Understanding why these signals vary between species – and under what conditions they can be trusted – is itself an active area of our research. Through a combination of fieldwork and controlled laboratory experiments, we investigate how different organisms incorporate elements into their shells, building the mechanistic foundation that makes our proxies robust across a wide range of applications.

Two archives, two timescales, two questions

The example above illustrates one end of the timescale we work with – reconstructing ocean conditions thousands to millions of years into the past. But not all questions require such a long view.

Take Atlantification – the process by which warmer, saltier water masses from the Atlantic are pushing further north into the Arctic Ocean through the Fram Strait. This is a recent and ongoing phenomenon, and understanding its pace and extent requires archives with a very different kind of resolution: not broad strokes across geological time, but a detailed year-by-year record of change.

For this we turn to organisms like Clathromorphum compactum, a crustose coralline red alga that grows on Arctic reefs. Like tree rings, these algae lay down a new growth layer every year, and the chemistry of each layer reflects the conditions of that particular year. By reading these chemical signatures layer by layer, we can trace how Arctic waters have changed over the past one to two centuries – precisely the period during which Atlantification has been intensifying.

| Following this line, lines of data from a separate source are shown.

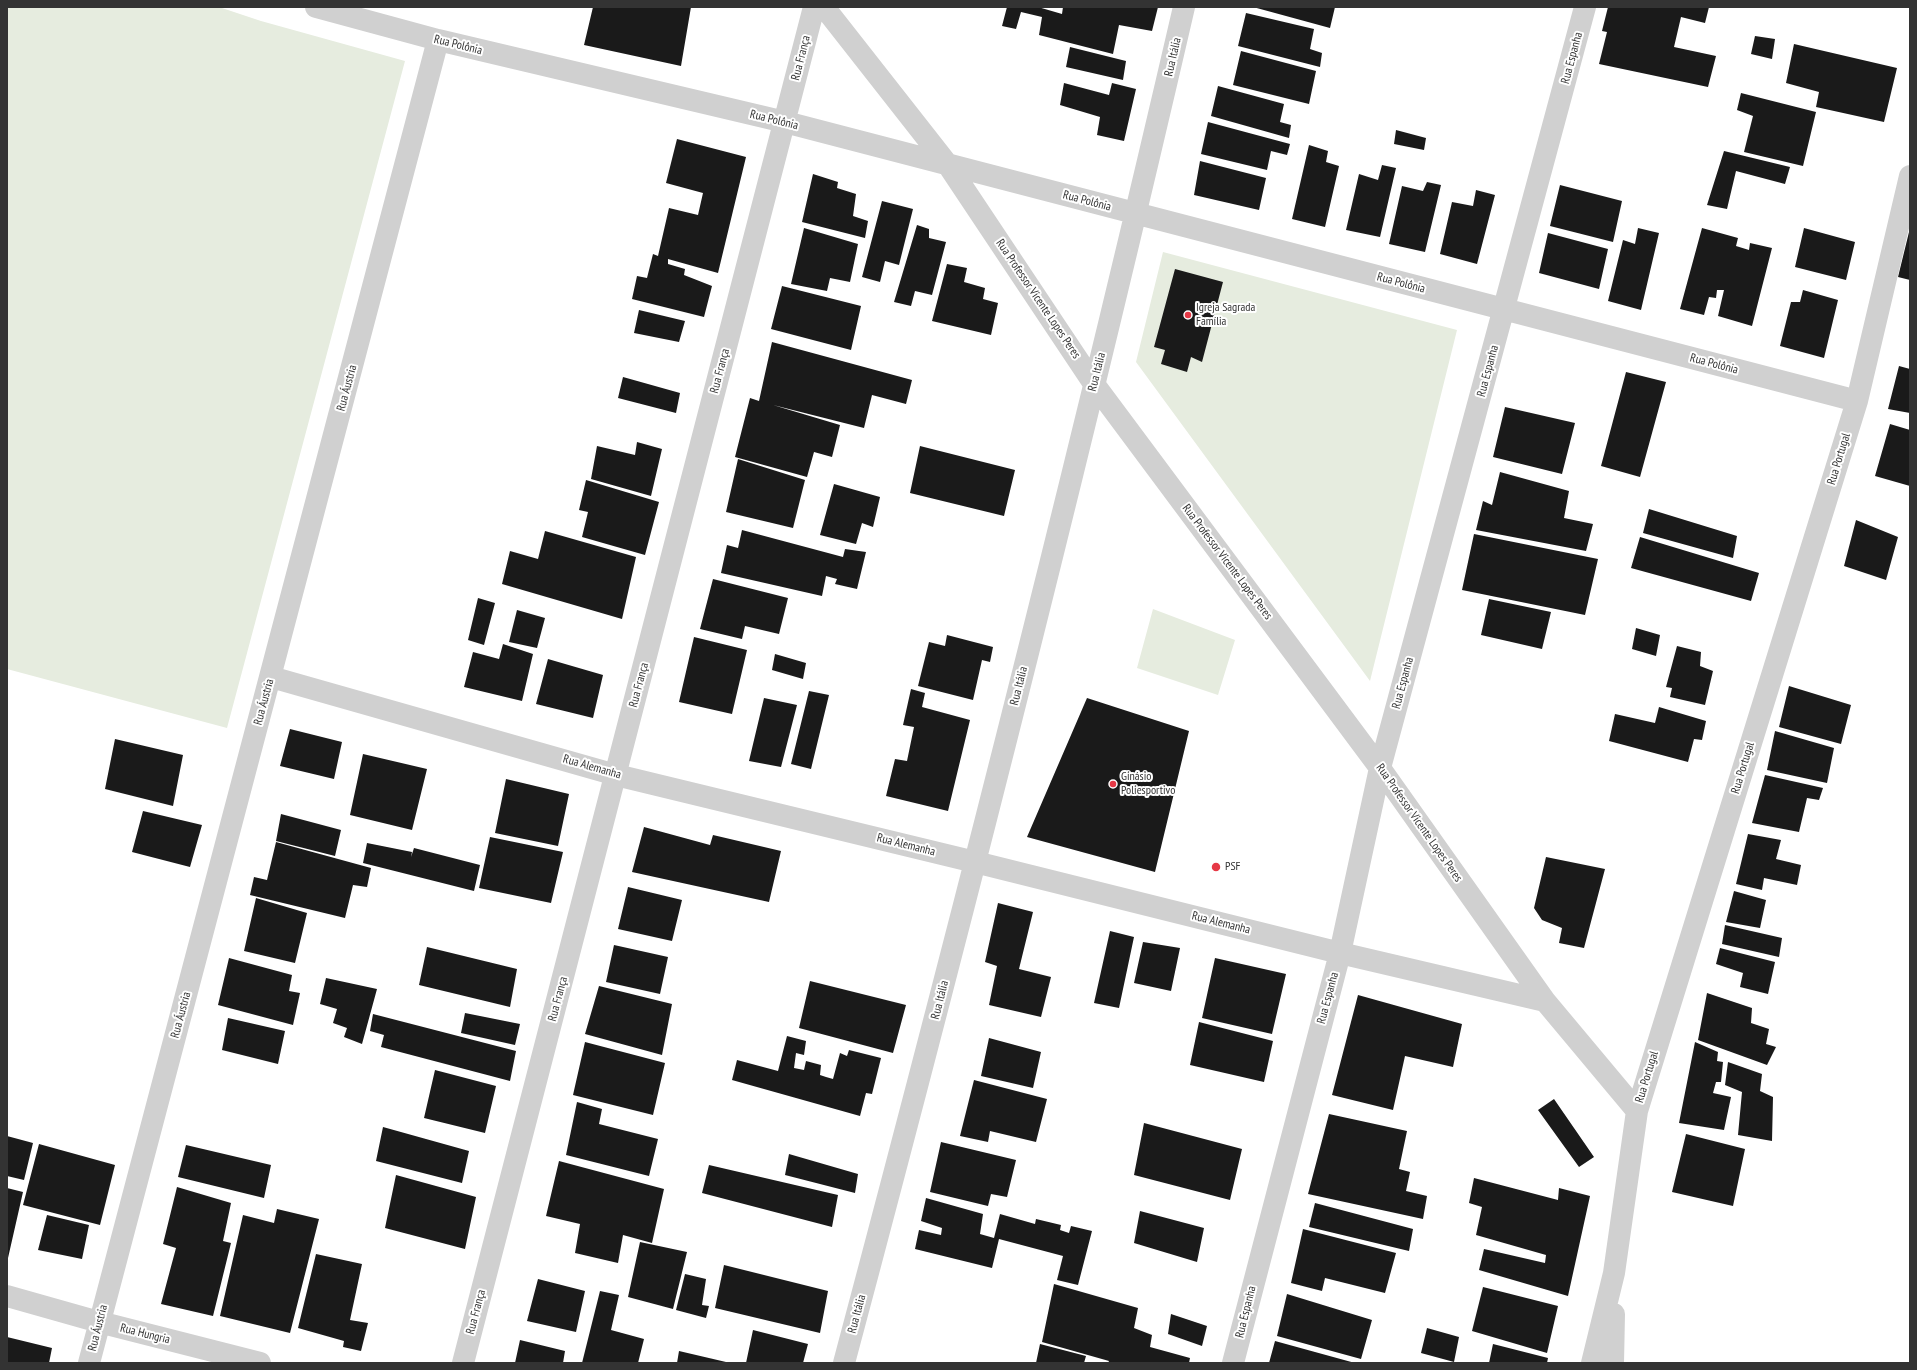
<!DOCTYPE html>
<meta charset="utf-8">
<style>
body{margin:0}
#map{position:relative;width:1917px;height:1370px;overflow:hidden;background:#fff;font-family:"PT Sans Narrow",sans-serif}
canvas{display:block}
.frame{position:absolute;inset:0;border:8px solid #333;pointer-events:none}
</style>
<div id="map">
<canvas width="1917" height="1370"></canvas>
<div class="frame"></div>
</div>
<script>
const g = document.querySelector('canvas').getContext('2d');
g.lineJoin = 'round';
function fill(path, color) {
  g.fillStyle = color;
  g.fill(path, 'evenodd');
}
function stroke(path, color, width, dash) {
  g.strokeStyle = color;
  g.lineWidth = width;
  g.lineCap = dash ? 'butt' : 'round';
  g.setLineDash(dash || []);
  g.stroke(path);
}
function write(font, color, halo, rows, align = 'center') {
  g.font = font + ' "PT Sans Narrow",sans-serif';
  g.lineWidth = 4;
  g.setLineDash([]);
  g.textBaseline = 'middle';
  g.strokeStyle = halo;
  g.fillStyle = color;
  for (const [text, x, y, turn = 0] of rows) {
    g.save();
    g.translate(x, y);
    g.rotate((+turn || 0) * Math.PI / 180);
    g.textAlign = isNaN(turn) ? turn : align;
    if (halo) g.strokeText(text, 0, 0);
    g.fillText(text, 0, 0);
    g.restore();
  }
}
const green = new Path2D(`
 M7 7H219L261 21 405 61 227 728 7 669Z
 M1163 252 1457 330 1370 681 1136 362Z
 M1153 609 1235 640 1218 695 1137 668Z`);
const building = new Path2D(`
 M593 7H691L681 66 584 45Z
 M1007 7H1038L1062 14 1063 7H1158L1152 31 1119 25 1113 54 1039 35 1042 17 1021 12 1016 29 1002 26Z
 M1253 7H1335L1330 28Z
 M1608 7H1709L1705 23 1681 17 1674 47 1716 56 1708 87 1599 64 1607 32 1602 31Z
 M1246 13 1314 29 1310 49 1322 53 1320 67 1238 46Z
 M1755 36 1775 39 1772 59 1751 54Z
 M1794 44 1897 68 1884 122 1816 107 1819 92 1786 83Z
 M1070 47 1126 61 1123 80 1066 67Z
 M1241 51 1316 71 1309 104 1233 85Z
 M1064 83 1109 95 1112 83 1136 89 1124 141 1097 135 1100 117 1060 105Z
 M1218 86 1284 104 1280 122 1291 125 1289 138 1211 116Z
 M1741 93 1816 112 1803 166 1744 152 1753 116 1737 110Z
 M1208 122 1290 144 1287 155 1271 151 1267 170 1201 154Z
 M1396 130 1426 138 1424 150 1394 144Z
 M677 139 746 157 718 273 668 259V264L685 269 684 275 712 286 704 317 632 299 637 276 647 278 653 254 658 256 669 208 698 215 703 193 666 183Z
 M1309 145 1328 151 1326 162 1339 166 1325 227 1292 219Z
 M1724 151 1790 167 1785 184 1736 171 1727 209 1707 205Z
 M1200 161 1266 178 1259 210 1194 195Z
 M1382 165 1396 168 1380 237 1346 230 1359 174 1378 180Z
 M813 174 838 182 837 188 856 194 853 216 868 221 865 238 802 222Z
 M1427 182 1441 185 1425 252 1389 244 1402 186 1423 191Z
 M1560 185 1622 201 1613 242 1550 226Z
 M1476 190 1495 195 1477 264 1440 254 1452 202 1473 206Z
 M882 201 913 209 899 265 885 261 880 282 862 277Z
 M917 225 929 229V238L946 242 932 295 915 291 911 306 894 302Z
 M804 228 858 244 850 282 830 278 827 291 791 284Z
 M1638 228 1659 233 1641 310 1608 301 1623 240 1635 244Z
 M1702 228 1738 238 1736 246 1749 250 1750 243 1772 248 1752 326 1718 316 1724 290H1717L1716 298 1709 297 1704 315 1680 309Z
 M1804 228 1855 242 1846 280 1795 267Z
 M1909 232H1910V280L1898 277Z
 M1548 233 1608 249 1599 289 1539 273Z
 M947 264 967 268 964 282 985 288 983 299 998 303 991 335 932 321Z
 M1175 269 1223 282 1202 362 1191 357 1187 372 1161 364 1165 350 1154 347Z
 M782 286 861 306 851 350 771 329Z
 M1803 290 1838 300 1824 358 1780 346 1791 302H1800Z
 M639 310 685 321 679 342 634 333Z
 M772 342 912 380 906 404 872 395 864 428 773 405 840 425 832 457 814 452 807 477 735 457 750 398 759 401Z
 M1899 366 1910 369V413L1888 409Z
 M1626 372 1666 382 1640 477 1601 466Z
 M623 377 680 393 676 413 618 398Z
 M1505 407 1575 423 1562 474 1493 457Z
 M1890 424 1910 430V486L1875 476Z
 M637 442 662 449 651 496 591 479 597 446 635 455Z
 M920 446 1015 470 1004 516 910 493Z
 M738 459 805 480 793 528 726 512Z
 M1500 472 1569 491 1564 518 1593 524 1586 551 1476 530 1483 501 1492 505Z
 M586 480 659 502 645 555 582 537 588 512 579 510Z
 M834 484 880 497 873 527 862 523 856 544 820 535Z
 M1649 509 1737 536 1733 558 1643 533Z
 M1856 520 1898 537 1886 580 1844 566Z
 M742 530 843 557 845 549 866 552 857 589 835 584 837 579 826 576 822 596 721 573 727 545 738 548Z
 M545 531 636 557 622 619 502 584 510 551 538 559Z
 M1474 534 1598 559 1585 615 1462 590Z
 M1640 537 1759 573 1751 601 1631 568Z
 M713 579 788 598 779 634 745 626 742 639 700 629Z
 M478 598 495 603 484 645 468 640Z
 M1489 599 1551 612 1542 649 1481 635Z
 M517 610 545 618 537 648 509 642Z
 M1636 628 1660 635 1656 656 1632 649Z
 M947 635 993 647 990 662 982 660 973 700 918 686 929 642 945 646Z
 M694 637 747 650 732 714 679 702Z
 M503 644 533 654 522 701 464 687 473 652 499 659Z
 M1677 646 1701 652 1700 666 1713 671 1705 705 1670 697 1672 688 1666 687Z
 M775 654 806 663 803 679 772 670Z
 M548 659 603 675 593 718 536 704Z
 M1789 686 1851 705 1841 744 1779 727Z
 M911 689 925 693 922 707 970 720 948 811 886 796 895 759 907 761 914 727 903 725Z
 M809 691 829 695 811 769 791 764Z
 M764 698 797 705 781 767 749 761Z
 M1087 698 1189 731 1155 872 1027 837Z
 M1659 707 1706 721 1702 740 1694 739 1688 762 1609 741 1615 714 1655 723Z
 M290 729 342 742 334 779 280 766Z
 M1775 731 1834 748 1827 783 1767 770Z
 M115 739 183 755 173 806 105 789Z
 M363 754 427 769 412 830 350 815Z
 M1765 775 1823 788 1819 800 1807 798 1799 832 1752 823Z
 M506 779 569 794 558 846 495 833Z
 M143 811 202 825 190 867 132 852Z
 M281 814 341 830 335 856 276 841Z
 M644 827 710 845 713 835 781 851 769 902 632 872Z
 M1748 834 1781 840 1776 859 1801 865 1797 885 1764 878 1762 890 1736 884Z
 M490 837 563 852 551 903 479 888Z
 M276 842 371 868 367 887 353 885 345 918 250 895 254 877 267 880Z
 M367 843 412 852 411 857 414 848 480 865 474 891 363 863Z
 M1546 857 1605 869 1584 948 1559 943 1562 928 1542 920 1534 908Z
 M628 887 682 900 672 941 618 929Z
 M1734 891 1766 900 1760 928 1726 922Z
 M256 898 307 913 295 963 244 951Z
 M998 903 1033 912 1019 969 1051 977 1041 1017 989 1005 997 966 985 962Z
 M1725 925 1782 938 1779 957 1722 944Z
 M1110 931 1134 937 1119 1008 1094 1003Z
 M1143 942 1180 948 1171 991 1134 983Z
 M614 945 668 957 660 994 606 982Z
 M427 947 517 969 510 1007 419 985Z
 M1720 948 1775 962 1768 994 1740 987 1743 973 1716 964Z
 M229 958 292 975 289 991 300 993 293 1025 218 1005Z
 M1215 958 1286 974 1272 1034 1202 1018Z
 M326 978 377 989 362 1044 344 1037 347 1028 333 1023 337 1009 320 1004Z
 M810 981 906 1005 893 1053 799 1028Z
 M599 986 672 1004 662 1055 585 1034Z
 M1707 993 1752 1008 1751 1023 1769 1029 1766 1044 1776 1047 1767 1065 1698 1040Z
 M1358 995 1462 1024 1453 1067 1405 1056 1393 1110 1332 1095Z
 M465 1013 520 1024 515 1045 461 1033Z
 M373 1014 516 1051 510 1081 381 1047 384 1035 370 1031Z
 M228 1018 285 1031 278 1064 222 1050Z
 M1199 1022 1273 1041 1264 1082 1190 1065Z
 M787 1036 806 1041 804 1055 796 1053 794 1068 804 1070 806 1061 821 1065 820 1075 826 1077 833 1079 840 1053 847 1056 849 1050 881 1058 872 1094 866 1093 860 1116 732 1080 737 1060 778 1071Z
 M989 1038 1041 1052 1033 1088 981 1076Z
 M585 1042 665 1063 653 1115 573 1095Z
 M1695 1042 1718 1052 1717 1061 1723 1062 1721 1082H1716L1713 1093 1731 1097 1724 1130 1679 1123Z
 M1728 1062 1762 1074 1760 1091 1773 1097 1772 1141 1738 1135 1742 1092 1725 1085Z
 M435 1070 496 1086 485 1133 424 1118Z
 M974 1080 1047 1099 1036 1142 990 1131 988 1142 960 1136Z
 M1554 1099 1594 1157 1579 1167 1538 1110Z
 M577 1102 602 1109 599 1124 658 1139 649 1176 566 1155Z
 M1329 1114 1407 1131 1399 1169 1410 1172 1406 1191 1427 1196 1423 1219 1308 1194Z
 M1144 1123 1242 1149 1230 1200 1134 1175Z
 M383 1127 469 1151 462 1183 376 1161Z
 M1686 1134 1745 1149 1733 1206 1672 1192Z
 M7 1136 33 1143 24 1180 7 1176Z
 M941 1142 1016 1160 1007 1197 991 1194 988 1206 930 1192Z
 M39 1144 115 1165 100 1225 23 1205Z
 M186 1145 271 1165 264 1198 178 1177Z
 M789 1154 858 1174 855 1193 785 1175Z
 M559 1161 664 1189 652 1243 623 1235 618 1263 575 1253 580 1224 546 1216Z
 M709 1165 838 1195 832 1227 702 1193Z
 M396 1175 476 1197 465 1249 385 1228Z
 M1474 1178 1558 1200 1559 1188 1590 1196 1568 1296 1479 1270 1484 1249 1545 1263 1546 1255 1476 1235 1482 1207 1469 1203Z
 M177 1187 231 1203 223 1241 231 1243 213 1316 161 1304 176 1248 163 1244Z
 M7 1188 23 1192 8 1258 7 1257Z
 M926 1198 983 1214 980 1234 994 1238 1000 1214 1035 1224 1036 1219 1061 1225 1060 1230 1069 1233 1071 1226 1092 1231 1078 1285 1057 1280 1063 1256 999 1239 992 1268 915 1249 919 1230 941 1235 942 1228 921 1221Z
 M1315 1203 1413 1229 1409 1251 1309 1227Z
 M277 1209 319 1219 290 1333 220 1316 243 1215 274 1223Z
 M1140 1211 1204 1228 1197 1262 1134 1243Z
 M47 1215 89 1225 82 1259 38 1250Z
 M1303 1229 1396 1253 1385 1293 1325 1278 1322 1291 1291 1283Z
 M640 1242 687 1252 673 1309 628 1297Z
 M316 1254 362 1264 350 1320 368 1323 361 1351 343 1347 344 1341 298 1328Z
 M724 1265 828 1291 820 1333 715 1308Z
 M685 1274 706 1279 702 1305 709 1306 706 1318 676 1310Z
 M538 1279 585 1291 576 1332 527 1321Z
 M1054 1284 1138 1308 1134 1328 1152 1335 1150 1347 1190 1358 1189 1363H1108L1109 1361 1042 1342Z
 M1483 1287 1558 1306 1547 1353 1472 1331Z
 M600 1291 619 1295 611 1330 644 1339 638 1363H582Z
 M1287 1294 1372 1320 1361 1359 1277 1336Z
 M1171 1314 1207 1326 1202 1346 1168 1334Z
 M1427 1328 1459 1337 1454 1362 1421 1353Z
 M753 1330 808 1344 803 1363H746Z
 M7 1337 52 1348 49 1363H7Z
 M520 1340 565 1351 563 1363H515Z
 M1275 1341 1355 1363H1269Z
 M1040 1344 1086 1356 1084 1363H1036Z
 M1493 1344 1548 1358 1547 1363H1489Z
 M679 1351 726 1362V1363H677Z`);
const minor = new Path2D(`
 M316 7 438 40 785 122 1857 401
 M824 7 948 165 1094 384 1380 768 1545 1001 1637 1111
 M271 677 616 775 975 862 1340 953 1545 1001
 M7 1296 99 1322 260 1363
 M89 1363 438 40
 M463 1363 814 7
 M844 1363C964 913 1079 461 1184 7
 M1233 1363 1340 953 1380 768 1585 7
 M1592 1363 1614 1273 1637 1111 1857 401 1910 176
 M1613 1363 1614 1314`);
const markers = [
 [1188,315,4,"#e63946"],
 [1113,784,4,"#e63946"],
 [1216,867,5,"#e63946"]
];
const streetNames = [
 ["Rua Polônia",458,45,14],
 ["Rua Itália",1173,57,-77],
 ["Rua França",801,58,-76],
 ["Rua Espanha",1572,58,-75],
 ["Rua Polônia",774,120,14],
 ["Rua Polônia",1087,201,15],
 ["Rua Polônia",1401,283,15],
 ["Rua Professor Vicente Lopes Peres",1038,299,56],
 ["Rua Polônia",1714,364,15],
 ["Rua França",720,371,-75],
 ["Rua Espanha",1488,371,-75],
 ["Rua Itália",1097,372,-76],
 ["Rua Áustria",347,388,-75],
 ["Rua Portugal",1839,459,-73],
 ["Rua Professor Vicente Lopes Peres",1227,562,53],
 ["Rua Espanha",1403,683,-75],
 ["Rua França",639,685,-75],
 ["Rua Itália",1019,686,-76],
 ["Rua Áustria",264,702,-75],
 ["Rua Alemanha",592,767,16],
 ["Rua Portugal",1743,768,-73],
 ["Rua Professor Vicente Lopes Peres",1419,823,55],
 ["Rua Alemanha",906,845,14],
 ["Rua Alemanha",1221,923,14],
 ["Rua Espanha",1328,998,-75],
 ["Rua França",558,999,-75],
 ["Rua Itália",940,1000,-76],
 ["Rua Áustria",181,1015,-75],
 ["Rua Portugal",1647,1077,-73],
 ["Rua França",476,1312,-75],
 ["Rua Espanha",1246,1312,-76],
 ["Rua Itália",857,1314,-75],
 ["Rua Áustria",98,1328,-76],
 ["Rua Hungria",145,1334,14]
];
const poiNames = [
 ["Igreja Sagrada",1196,308],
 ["Família",1196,322],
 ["Ginásio",1121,777],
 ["Poliesportivo",1121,791],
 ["PSF",1225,867]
];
fill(green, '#e6ecdf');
fill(building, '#1a1a1a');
stroke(minor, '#d0d0d0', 22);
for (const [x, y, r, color] of markers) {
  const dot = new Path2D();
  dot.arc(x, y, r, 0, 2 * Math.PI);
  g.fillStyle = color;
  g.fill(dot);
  stroke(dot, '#fff', 1.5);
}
write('12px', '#333', '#fff', streetNames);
write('12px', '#333', '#fff', poiNames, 'left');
</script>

Many of our palaeoclimate reconstructions are carried out in close collaboration with the Marine Geology section at AWI, combining our proxy expertise with their deep knowledge of sediment archives and palaeoceanographic records.

Two very different archives, then, addressing two very different questions. Together they give us what neither could provide alone: the depth to understand natural climate variability, and the resolution to detect and contextualise the changes happening today.

 

 

 

 

How does society benefit from proxies?

Across these different timescales and archives, our work helps to place the changes we observe today in a longer context – not to diminish their significance, but to understand them more fully.

The practical value of this is straightforward: the models we use to project future climate need to be tested against the past. If a model cannot reproduce what we know has happened, we cannot trust what it predicts. Proxy records are among the most important tools for this testing – and the more reliable the proxies, the more trustworthy the projections that inform how societies prepare for and respond to a changing climate.